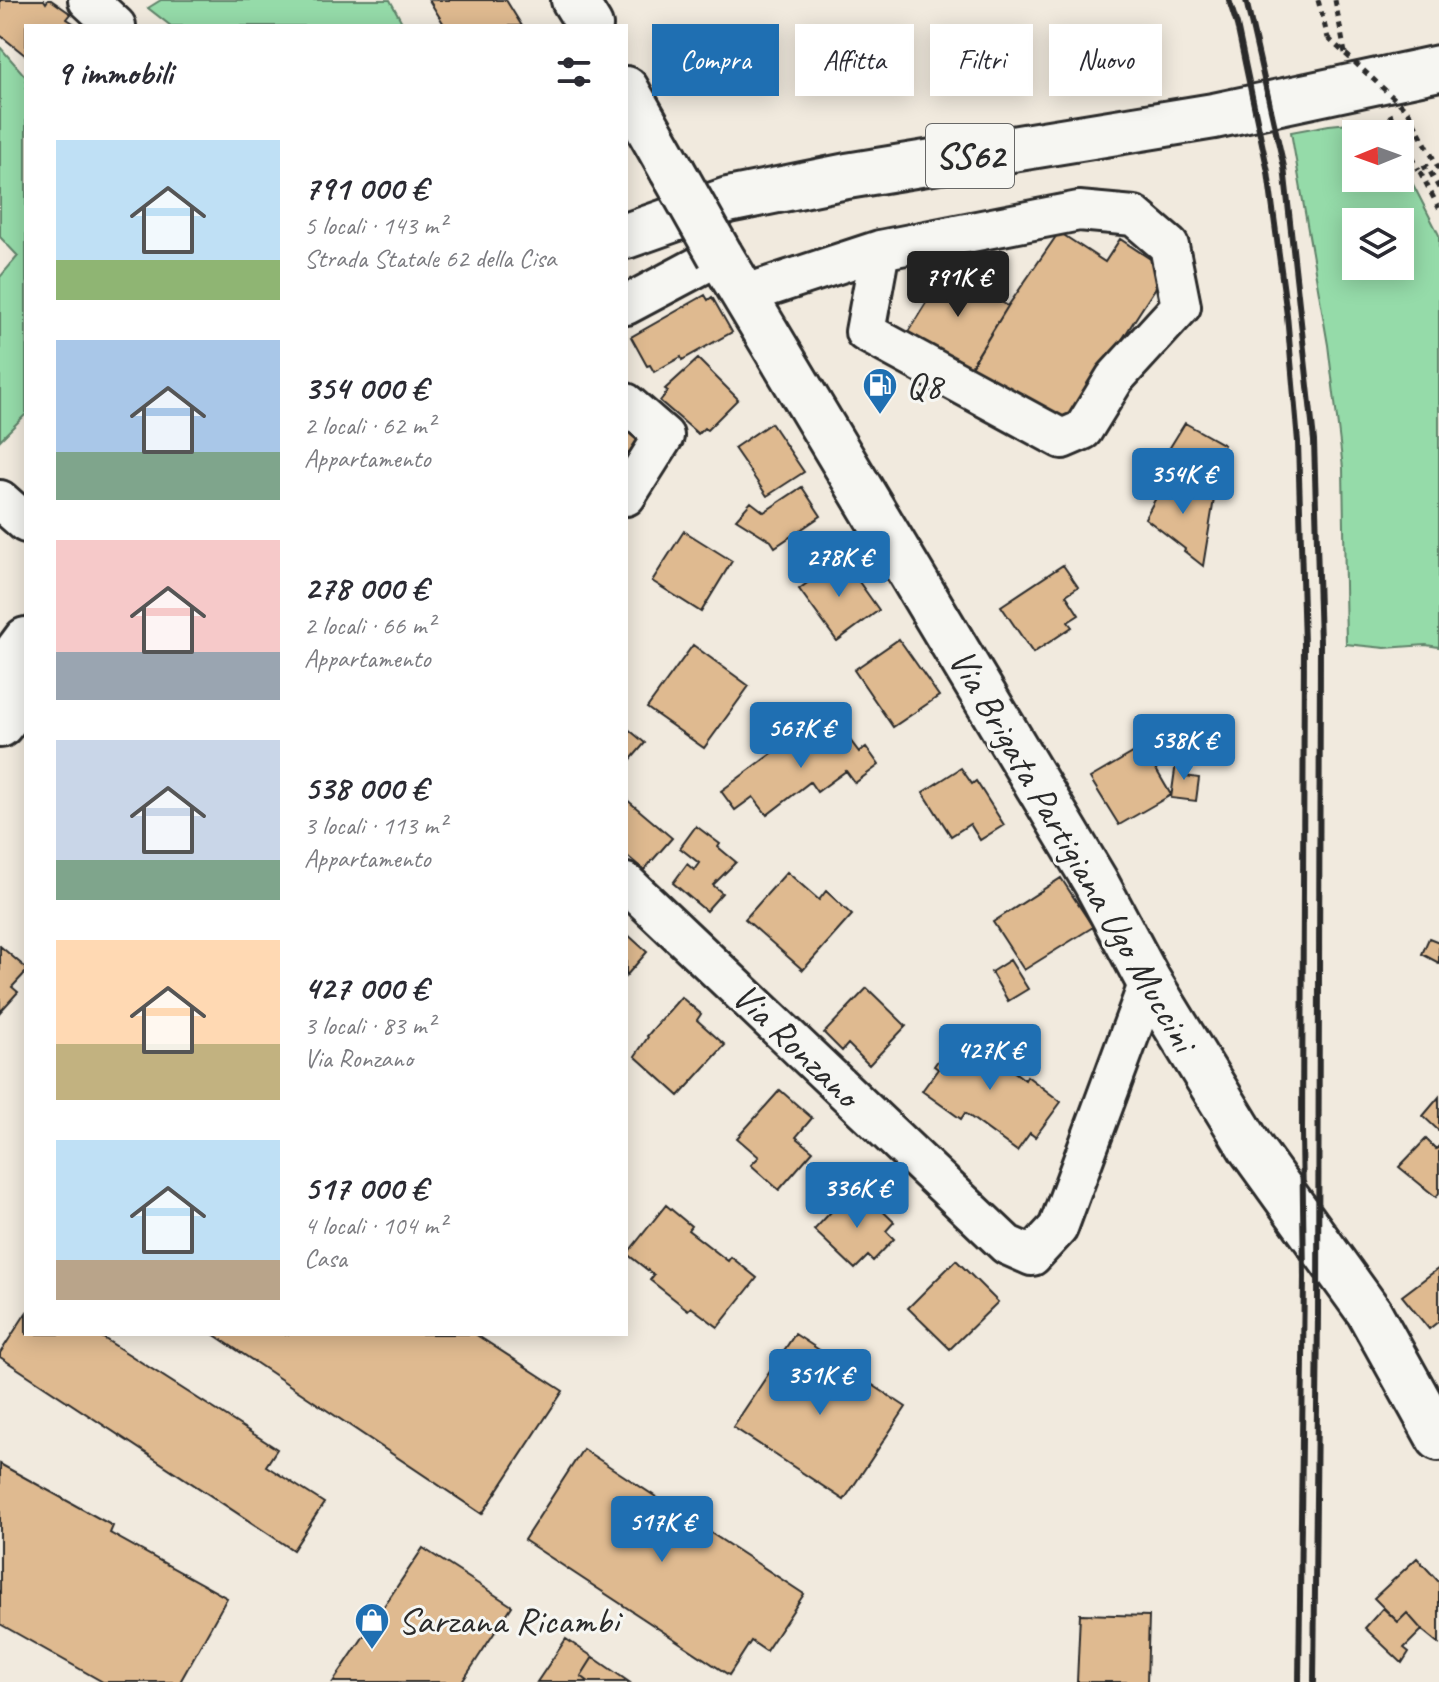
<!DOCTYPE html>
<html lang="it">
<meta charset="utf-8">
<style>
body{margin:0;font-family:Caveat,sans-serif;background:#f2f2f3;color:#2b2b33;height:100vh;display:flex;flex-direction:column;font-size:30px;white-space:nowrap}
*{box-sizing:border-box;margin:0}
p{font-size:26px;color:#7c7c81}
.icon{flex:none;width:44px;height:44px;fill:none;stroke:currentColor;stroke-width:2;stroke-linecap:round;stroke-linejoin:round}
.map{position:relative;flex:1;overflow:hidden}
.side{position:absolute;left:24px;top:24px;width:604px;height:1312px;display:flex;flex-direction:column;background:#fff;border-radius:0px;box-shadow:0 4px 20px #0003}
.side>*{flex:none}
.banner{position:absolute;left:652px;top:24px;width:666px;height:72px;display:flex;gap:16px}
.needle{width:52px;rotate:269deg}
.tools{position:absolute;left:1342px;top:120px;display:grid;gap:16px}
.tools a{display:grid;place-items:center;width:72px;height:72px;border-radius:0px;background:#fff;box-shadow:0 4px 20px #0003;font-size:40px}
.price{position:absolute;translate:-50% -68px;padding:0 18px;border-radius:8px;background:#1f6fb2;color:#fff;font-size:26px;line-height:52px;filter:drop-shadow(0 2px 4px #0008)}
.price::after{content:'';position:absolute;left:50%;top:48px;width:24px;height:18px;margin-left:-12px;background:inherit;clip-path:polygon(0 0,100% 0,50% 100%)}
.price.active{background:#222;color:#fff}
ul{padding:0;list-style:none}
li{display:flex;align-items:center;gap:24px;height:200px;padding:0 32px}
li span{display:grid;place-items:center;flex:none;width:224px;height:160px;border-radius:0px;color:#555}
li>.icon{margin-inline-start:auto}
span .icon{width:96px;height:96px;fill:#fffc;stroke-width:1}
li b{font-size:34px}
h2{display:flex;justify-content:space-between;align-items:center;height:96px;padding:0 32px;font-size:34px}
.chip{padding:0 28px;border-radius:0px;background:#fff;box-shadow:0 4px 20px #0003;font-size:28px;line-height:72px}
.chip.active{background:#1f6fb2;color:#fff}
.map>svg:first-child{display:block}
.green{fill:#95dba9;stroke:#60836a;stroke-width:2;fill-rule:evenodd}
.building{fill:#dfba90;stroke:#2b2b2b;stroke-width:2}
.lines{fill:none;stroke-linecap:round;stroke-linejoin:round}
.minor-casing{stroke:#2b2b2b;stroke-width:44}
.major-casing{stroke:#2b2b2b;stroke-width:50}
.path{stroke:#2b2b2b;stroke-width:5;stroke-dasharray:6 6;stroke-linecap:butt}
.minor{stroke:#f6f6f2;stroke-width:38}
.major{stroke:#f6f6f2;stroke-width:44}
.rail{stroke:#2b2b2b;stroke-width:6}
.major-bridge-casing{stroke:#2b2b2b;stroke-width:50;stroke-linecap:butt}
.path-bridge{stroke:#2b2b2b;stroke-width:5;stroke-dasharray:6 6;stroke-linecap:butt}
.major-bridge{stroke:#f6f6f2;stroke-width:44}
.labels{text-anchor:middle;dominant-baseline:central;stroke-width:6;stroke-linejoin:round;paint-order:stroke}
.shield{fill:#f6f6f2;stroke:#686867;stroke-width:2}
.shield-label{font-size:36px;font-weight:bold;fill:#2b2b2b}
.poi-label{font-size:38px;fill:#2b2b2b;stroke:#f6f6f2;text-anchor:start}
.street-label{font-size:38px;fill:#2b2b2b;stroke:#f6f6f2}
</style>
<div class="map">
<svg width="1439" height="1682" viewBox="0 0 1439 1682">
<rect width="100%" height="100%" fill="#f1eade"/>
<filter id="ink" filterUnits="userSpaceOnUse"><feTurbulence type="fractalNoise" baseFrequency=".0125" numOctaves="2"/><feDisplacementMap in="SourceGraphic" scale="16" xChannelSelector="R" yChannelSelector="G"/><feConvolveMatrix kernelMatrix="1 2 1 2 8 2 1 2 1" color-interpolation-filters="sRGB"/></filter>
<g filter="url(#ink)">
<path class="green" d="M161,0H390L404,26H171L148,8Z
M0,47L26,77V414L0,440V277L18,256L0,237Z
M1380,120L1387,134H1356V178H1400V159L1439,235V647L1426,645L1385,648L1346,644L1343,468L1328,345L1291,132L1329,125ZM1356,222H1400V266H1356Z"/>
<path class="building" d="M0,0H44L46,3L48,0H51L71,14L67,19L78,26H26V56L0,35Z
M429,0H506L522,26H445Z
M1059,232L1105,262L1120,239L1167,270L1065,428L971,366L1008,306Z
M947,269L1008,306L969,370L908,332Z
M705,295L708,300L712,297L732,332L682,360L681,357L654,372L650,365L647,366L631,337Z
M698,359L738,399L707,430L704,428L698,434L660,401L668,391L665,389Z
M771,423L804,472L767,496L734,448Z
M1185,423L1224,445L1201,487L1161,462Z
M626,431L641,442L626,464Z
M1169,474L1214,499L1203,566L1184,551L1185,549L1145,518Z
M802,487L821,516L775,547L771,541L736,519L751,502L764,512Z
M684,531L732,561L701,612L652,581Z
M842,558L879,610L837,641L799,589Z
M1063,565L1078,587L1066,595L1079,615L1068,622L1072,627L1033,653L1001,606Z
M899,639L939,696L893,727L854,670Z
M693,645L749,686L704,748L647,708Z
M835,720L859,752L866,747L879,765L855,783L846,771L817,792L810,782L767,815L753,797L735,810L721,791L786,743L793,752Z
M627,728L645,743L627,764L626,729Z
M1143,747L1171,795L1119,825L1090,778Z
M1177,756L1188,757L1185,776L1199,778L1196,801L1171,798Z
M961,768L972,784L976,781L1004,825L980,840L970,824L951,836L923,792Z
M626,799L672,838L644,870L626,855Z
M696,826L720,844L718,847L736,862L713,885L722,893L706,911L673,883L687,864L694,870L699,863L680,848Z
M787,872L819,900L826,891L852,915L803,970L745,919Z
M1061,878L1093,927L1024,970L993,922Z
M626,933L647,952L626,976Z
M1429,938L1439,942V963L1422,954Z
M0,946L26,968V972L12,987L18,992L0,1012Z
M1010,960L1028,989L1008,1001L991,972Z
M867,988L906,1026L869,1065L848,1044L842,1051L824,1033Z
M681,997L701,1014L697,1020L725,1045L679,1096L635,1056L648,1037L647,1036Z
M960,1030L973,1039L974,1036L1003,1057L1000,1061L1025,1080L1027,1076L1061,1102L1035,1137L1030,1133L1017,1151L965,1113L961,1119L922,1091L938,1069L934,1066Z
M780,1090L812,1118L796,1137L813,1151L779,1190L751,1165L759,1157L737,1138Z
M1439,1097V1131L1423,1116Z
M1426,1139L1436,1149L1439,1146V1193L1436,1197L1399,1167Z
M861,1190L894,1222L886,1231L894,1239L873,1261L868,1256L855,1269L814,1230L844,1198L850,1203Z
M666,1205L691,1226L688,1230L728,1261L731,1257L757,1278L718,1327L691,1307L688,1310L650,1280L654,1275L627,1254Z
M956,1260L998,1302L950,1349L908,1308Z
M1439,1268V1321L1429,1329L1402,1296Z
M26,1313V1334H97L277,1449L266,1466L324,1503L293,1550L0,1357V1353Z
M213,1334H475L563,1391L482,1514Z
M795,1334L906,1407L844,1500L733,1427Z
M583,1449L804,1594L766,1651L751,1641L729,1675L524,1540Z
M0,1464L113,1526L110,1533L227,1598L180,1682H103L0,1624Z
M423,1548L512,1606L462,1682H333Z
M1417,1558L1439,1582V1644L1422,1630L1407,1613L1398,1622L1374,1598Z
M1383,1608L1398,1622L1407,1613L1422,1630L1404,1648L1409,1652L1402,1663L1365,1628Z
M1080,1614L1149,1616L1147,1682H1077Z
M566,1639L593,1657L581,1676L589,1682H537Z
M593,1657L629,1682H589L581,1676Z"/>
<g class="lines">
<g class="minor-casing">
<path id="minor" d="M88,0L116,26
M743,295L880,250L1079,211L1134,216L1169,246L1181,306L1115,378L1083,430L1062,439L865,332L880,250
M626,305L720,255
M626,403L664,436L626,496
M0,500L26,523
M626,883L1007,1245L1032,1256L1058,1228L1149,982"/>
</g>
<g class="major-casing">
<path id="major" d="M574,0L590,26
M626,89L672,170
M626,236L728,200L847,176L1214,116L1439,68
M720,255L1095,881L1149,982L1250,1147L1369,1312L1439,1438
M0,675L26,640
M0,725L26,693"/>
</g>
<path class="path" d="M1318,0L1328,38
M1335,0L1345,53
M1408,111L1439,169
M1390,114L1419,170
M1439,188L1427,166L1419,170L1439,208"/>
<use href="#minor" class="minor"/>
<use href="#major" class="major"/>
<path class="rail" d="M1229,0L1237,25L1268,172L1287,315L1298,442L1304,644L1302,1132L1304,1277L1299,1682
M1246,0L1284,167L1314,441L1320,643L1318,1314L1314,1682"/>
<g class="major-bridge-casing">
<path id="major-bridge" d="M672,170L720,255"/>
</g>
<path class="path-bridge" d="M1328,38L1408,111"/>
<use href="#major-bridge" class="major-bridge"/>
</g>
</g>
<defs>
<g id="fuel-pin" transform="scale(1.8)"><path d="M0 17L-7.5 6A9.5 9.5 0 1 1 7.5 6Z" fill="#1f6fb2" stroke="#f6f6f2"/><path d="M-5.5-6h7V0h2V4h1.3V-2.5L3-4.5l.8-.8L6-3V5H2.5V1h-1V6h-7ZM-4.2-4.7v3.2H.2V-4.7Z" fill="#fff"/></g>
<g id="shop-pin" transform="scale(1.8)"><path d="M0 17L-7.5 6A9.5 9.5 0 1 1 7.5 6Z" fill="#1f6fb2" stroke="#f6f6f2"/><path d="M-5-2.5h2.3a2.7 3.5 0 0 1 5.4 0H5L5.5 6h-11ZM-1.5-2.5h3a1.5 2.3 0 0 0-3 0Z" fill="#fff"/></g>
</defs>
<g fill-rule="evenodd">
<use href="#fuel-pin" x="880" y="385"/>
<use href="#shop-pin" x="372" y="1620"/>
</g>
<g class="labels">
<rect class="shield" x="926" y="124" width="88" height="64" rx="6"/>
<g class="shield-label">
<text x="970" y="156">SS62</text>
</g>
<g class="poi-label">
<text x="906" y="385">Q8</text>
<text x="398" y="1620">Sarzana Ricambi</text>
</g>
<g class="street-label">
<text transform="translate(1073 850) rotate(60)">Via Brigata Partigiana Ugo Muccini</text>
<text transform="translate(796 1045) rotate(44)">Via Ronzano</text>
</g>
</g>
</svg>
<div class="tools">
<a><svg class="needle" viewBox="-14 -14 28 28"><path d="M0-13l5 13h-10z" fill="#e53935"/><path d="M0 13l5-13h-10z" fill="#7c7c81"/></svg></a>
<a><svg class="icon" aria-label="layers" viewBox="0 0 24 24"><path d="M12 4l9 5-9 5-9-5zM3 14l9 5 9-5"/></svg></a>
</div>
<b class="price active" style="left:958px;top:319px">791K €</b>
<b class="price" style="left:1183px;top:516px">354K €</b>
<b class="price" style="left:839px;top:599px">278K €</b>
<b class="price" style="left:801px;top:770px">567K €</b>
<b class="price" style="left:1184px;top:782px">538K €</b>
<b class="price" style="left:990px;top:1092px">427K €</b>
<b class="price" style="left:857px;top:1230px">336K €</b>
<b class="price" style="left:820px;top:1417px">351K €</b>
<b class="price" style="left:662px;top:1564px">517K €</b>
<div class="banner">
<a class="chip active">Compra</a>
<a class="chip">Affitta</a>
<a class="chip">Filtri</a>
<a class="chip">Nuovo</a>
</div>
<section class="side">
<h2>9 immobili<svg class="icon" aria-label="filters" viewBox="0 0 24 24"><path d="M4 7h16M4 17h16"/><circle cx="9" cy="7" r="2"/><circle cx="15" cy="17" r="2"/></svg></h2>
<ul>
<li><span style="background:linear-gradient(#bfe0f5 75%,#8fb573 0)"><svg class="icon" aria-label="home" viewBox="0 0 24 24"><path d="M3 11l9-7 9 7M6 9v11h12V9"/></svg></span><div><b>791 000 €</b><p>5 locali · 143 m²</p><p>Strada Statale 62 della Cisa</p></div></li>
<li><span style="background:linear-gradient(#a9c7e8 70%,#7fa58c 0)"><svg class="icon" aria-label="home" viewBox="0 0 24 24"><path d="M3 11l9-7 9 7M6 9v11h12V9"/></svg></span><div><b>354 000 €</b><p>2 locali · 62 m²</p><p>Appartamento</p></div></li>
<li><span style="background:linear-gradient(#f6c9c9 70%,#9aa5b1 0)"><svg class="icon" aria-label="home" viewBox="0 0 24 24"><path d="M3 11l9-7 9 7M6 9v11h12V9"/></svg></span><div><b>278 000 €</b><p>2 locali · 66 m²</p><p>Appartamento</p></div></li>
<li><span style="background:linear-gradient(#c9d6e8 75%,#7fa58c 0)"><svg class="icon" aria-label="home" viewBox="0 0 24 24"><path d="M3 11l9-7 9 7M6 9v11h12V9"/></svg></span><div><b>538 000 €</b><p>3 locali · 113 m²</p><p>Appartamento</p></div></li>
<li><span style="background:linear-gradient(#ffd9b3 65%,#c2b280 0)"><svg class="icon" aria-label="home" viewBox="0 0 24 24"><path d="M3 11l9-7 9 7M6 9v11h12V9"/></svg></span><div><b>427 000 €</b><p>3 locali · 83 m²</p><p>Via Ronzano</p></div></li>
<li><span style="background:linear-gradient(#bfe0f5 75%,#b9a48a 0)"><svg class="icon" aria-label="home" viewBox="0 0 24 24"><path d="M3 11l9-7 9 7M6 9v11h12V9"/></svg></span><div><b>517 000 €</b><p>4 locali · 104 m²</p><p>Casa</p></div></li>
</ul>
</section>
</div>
──────────
EXERCISE DETAILS = The required output is every line above that contains the string "absolute".

OUTPUT FOR THIS TASK =
.side{position:absolute;left:24px;top:24px;width:604px;height:1312px;display:flex;flex-direction:column;background:#fff;border-radius:0px;box-shadow:0 4px 20px #0003}
.banner{position:absolute;left:652px;top:24px;width:666px;height:72px;display:flex;gap:16px}
.tools{position:absolute;left:1342px;top:120px;display:grid;gap:16px}
.price{position:absolute;translate:-50% -68px;padding:0 18px;border-radius:8px;background:#1f6fb2;color:#fff;font-size:26px;line-height:52px;filter:drop-shadow(0 2px 4px #0008)}
.price::after{content:'';position:absolute;left:50%;top:48px;width:24px;height:18px;margin-left:-12px;background:inherit;clip-path:polygon(0 0,100% 0,50% 100%)}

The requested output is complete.